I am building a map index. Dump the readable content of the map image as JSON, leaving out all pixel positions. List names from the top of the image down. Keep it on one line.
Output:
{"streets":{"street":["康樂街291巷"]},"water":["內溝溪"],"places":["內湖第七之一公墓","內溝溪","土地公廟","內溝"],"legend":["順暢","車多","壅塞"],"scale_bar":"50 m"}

+++

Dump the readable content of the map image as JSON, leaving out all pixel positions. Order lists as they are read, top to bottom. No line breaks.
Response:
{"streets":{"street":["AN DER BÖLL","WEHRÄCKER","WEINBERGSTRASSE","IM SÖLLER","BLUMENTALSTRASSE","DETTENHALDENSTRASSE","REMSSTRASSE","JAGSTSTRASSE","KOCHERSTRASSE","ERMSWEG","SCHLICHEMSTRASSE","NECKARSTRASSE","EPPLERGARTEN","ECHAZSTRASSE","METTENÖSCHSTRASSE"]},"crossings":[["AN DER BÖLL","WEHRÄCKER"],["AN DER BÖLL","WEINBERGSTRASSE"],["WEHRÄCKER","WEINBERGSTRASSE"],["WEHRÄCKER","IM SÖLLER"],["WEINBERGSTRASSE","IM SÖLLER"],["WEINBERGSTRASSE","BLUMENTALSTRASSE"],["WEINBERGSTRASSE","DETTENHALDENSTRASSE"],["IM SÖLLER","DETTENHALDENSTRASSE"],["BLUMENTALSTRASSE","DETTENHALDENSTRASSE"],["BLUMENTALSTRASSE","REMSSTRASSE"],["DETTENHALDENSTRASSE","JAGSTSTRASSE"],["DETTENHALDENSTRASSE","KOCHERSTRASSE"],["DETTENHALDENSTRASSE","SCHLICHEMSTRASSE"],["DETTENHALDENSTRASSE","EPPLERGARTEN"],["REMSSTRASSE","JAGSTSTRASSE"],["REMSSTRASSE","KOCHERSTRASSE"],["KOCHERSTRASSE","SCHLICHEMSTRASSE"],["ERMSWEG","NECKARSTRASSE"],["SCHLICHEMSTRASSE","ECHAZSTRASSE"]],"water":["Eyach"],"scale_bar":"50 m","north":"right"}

+++

» **What is needed**
Where in the listing does the string "image" appear? Copy every line that has it.

» **Solved exercise**
I am building a map index. Dump the readable content of the map image as JSON, leaving out all pixel positions. List names from the top of the image down. Keep it on one line.
Dump the readable content of the map image as JSON, leaving out all pixel positions. Order lists as they are read, top to bottom. No line breaks.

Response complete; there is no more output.